Monday, May 18, 2009

BP: I have a quibble with Dr Joe Webb

Thankfully, Dr Joe Webb is back with his Monday morning post. I always look forward to it as he does the heavy lifting to make sense out of the silly statistics that is stuff of the business press blablabla. But this morning, I'm seeing a different spin on the stats he clarifies. And thus my quibbles. I don't think they rise to disagreements. It's just looking at the stuff from a slightly different perspective.

If you're interested, read the full post. It's definitely worth the click. Below are my quibbles.
Printing Industry News, Commentary & Analysis, Research from WhatTheyThink: "The education CPI, not in the table, is up at an annual rate of 10.3% since December. Medical and education costs increase at rates higher than general prices because government intervention in the natural forces that affect pricing keeps prices from falling, similar to the effect that lack of competition has on postal rates.
Yup!
The rise in medical costs also affects workers’ pay. Rising prices for health insurance and other benefits have been crowding out any potential increases in wages, causing real wages in the economy, and in our industry, to be stagnant in recent years.
Yup! But here comes the quibble part:
Ultimately, the culprit is the Federal Reserve's pumping up of the money supply without a rise in goods and services to balance their actions. The money supply should be the result of industrious activity, and changing it to create that activity ignores the needed effects of incentives and investment."
Yes, that's the ultimate cause. But, the proximate cause is that higher education lives in a monopoly market, protected by a Government that licenses the ability to sell certificates of education. Given that the certificate selling market is controlled by members of the certificate selling guild (Colleges), it only makes sense that prices keep going up, that accountability for results is missing and parents will mortgage everything in order to give their children the best chances for a good future.

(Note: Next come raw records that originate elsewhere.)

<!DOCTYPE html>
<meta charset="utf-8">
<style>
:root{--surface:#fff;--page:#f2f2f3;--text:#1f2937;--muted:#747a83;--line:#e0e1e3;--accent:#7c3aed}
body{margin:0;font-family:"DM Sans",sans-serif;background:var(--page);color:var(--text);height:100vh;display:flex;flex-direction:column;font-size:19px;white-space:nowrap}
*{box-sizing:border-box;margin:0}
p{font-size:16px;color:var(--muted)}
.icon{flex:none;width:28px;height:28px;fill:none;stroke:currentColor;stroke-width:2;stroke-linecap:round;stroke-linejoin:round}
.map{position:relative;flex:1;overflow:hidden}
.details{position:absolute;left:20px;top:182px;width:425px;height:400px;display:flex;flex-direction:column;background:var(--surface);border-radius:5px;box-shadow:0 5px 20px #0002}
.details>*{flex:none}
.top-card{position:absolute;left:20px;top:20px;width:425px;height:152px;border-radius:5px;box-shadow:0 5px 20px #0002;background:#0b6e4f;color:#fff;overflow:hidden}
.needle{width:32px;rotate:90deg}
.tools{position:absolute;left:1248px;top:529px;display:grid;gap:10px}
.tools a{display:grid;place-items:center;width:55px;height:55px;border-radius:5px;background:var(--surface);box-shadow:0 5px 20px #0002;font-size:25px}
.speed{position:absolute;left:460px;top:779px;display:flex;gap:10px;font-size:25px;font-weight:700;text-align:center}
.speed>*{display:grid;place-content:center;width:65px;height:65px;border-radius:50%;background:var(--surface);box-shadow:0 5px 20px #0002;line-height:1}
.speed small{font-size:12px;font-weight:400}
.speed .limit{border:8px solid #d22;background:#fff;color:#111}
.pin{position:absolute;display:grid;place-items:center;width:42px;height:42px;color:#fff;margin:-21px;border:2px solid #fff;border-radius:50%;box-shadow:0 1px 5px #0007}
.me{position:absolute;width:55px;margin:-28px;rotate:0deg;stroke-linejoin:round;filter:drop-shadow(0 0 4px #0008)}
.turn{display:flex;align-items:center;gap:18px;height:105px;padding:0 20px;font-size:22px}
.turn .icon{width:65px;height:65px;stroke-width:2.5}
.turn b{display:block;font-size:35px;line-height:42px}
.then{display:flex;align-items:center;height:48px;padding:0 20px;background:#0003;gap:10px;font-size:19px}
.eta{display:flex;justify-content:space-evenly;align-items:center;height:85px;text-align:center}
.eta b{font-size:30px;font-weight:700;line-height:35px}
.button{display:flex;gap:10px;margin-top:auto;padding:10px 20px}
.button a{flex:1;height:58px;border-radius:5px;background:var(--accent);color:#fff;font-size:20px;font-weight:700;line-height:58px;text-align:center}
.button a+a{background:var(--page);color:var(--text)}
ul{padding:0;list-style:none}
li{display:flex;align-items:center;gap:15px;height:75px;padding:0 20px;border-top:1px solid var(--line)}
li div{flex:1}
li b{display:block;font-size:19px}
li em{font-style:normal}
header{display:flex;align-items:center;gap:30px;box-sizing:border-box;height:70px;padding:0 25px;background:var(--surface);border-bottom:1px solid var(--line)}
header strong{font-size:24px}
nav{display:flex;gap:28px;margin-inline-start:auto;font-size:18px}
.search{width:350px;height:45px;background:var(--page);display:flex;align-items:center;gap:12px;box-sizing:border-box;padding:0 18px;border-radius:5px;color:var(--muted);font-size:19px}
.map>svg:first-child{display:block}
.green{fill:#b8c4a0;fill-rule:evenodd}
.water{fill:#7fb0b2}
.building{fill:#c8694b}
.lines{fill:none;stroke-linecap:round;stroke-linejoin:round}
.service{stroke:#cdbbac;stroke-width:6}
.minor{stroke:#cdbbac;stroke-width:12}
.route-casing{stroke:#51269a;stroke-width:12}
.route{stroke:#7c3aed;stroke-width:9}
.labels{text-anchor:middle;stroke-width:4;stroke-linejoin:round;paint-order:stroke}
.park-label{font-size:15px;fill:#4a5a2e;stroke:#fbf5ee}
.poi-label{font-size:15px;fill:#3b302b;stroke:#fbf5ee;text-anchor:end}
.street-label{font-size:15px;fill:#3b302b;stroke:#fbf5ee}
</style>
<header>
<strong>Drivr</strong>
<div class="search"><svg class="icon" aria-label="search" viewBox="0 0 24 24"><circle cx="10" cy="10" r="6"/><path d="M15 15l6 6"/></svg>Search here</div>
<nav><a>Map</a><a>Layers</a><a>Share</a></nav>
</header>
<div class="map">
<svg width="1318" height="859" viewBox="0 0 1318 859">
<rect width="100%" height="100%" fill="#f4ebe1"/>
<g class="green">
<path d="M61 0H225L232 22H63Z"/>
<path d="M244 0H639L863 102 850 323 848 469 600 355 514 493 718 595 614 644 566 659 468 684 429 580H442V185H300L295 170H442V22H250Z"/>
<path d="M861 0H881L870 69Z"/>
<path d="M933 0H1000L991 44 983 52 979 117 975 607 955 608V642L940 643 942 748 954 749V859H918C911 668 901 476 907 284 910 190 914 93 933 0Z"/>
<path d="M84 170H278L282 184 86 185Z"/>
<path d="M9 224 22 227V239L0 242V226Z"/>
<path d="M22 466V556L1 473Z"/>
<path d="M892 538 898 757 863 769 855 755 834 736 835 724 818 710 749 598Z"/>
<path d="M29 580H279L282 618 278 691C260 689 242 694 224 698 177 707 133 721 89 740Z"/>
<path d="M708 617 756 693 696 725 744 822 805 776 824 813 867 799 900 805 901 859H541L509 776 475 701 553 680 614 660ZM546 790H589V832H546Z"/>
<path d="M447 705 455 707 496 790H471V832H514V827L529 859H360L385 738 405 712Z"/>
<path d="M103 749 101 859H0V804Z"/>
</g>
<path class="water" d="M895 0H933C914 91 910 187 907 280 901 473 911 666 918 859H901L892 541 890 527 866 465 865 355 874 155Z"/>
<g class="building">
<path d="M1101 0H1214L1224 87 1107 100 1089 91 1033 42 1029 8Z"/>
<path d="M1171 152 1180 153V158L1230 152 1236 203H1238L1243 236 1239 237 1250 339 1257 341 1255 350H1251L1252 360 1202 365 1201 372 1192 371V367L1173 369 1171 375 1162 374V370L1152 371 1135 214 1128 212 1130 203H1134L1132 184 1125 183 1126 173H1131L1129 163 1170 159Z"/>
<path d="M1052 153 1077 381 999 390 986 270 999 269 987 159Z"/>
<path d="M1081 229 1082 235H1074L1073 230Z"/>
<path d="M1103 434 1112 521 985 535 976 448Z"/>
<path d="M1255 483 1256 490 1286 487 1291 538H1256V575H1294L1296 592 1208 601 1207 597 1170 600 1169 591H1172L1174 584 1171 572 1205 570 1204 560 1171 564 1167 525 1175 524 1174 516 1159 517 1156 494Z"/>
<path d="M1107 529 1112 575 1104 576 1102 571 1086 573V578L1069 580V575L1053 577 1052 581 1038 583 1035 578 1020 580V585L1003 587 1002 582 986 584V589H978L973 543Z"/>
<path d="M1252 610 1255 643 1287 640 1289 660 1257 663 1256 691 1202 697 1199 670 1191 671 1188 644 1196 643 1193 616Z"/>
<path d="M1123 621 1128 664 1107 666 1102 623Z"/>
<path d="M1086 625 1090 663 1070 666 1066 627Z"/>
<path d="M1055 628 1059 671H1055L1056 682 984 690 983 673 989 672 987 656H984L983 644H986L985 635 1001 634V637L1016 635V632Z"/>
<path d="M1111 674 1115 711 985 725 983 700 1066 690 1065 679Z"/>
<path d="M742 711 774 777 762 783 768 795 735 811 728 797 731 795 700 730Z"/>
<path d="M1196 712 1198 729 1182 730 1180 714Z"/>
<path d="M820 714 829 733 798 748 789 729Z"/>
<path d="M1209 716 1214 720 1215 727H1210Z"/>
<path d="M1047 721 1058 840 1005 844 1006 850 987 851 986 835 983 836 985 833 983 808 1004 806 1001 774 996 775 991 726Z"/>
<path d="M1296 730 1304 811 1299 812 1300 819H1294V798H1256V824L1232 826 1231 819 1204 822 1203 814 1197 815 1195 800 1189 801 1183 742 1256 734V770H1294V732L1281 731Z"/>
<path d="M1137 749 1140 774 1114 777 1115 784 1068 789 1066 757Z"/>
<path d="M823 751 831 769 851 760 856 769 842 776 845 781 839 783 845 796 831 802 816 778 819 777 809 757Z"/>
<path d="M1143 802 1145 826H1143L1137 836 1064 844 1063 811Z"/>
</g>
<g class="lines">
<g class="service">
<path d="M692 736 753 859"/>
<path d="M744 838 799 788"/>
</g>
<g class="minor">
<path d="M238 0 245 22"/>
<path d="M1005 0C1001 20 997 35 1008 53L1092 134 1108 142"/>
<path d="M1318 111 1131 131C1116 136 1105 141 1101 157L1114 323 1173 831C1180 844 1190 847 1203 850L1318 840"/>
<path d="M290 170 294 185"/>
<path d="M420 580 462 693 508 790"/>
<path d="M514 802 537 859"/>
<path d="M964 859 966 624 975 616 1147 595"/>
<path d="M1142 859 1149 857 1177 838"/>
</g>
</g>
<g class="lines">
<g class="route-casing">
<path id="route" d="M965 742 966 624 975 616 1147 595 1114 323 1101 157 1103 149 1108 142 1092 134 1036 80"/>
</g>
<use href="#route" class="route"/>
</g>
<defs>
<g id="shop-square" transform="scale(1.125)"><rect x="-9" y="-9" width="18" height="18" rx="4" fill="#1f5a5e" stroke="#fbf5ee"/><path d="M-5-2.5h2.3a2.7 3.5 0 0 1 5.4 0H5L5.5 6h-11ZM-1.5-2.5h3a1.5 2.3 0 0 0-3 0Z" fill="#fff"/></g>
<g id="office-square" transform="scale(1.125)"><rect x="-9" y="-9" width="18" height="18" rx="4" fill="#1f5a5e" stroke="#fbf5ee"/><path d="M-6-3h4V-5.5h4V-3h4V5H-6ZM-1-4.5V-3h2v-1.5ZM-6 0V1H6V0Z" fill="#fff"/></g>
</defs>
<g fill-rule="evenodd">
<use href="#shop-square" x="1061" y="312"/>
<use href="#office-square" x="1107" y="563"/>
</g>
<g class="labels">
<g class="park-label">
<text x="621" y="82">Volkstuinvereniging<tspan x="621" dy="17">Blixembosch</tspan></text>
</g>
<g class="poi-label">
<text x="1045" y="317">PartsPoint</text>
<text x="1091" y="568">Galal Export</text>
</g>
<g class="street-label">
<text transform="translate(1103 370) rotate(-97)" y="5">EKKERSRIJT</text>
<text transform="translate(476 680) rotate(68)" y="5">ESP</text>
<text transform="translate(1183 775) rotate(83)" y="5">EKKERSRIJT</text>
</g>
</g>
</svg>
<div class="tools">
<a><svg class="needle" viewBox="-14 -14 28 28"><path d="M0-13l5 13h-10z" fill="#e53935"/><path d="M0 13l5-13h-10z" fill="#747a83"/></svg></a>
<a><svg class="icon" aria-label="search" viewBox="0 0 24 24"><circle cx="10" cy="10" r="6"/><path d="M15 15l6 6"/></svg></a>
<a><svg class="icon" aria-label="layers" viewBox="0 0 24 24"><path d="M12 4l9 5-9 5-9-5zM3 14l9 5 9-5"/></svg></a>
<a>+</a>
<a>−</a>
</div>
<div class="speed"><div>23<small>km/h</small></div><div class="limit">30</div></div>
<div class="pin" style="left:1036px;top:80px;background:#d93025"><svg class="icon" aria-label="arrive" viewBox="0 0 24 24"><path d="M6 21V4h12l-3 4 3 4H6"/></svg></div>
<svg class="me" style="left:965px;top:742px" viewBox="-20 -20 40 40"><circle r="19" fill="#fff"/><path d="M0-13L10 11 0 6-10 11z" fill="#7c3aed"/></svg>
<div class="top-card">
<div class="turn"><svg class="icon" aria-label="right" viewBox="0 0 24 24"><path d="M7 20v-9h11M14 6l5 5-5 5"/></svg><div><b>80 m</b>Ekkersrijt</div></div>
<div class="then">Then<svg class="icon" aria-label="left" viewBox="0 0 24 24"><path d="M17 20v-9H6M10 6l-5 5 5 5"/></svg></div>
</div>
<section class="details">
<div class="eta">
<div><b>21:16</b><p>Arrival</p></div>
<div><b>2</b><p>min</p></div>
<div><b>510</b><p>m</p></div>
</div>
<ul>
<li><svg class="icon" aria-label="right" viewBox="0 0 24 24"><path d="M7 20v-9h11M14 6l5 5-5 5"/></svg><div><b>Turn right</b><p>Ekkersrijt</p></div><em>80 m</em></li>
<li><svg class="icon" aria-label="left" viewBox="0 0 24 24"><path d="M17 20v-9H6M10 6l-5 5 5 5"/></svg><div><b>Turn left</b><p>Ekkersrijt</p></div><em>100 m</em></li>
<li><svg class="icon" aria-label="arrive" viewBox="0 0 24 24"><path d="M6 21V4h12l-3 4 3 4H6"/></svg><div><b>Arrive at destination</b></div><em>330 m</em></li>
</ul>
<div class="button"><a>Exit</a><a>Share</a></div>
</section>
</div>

As in education, so in health care. Unregulated competition in a state protected and funded oligopoly with no agreed upon accountability leads to higher costs and less efficiency. It worked for the Stationer's Guild in London in the 17th century. It still works the same way.

In the long run, the issue is the funny money supply created by central banks. But the new thing is the ability of private hedge funds to create a shadow banking system that has created more funny money than the Fed can. It's the old story, but with new non government players.

As for printing, Dr Joe correctly says that
Printing prices cannot rise because of the competition with digital media and shrinking corporate budgets, which mean that printing worker wages and printing company profits are squeezed.
My take is that Printing is in the middle of a nasty divorce from advertising. The most appropriate response is to take what's left on the table, figure out how to use the internet to increase the network intelligence of the print product and move to the greener pastures in education, health and government.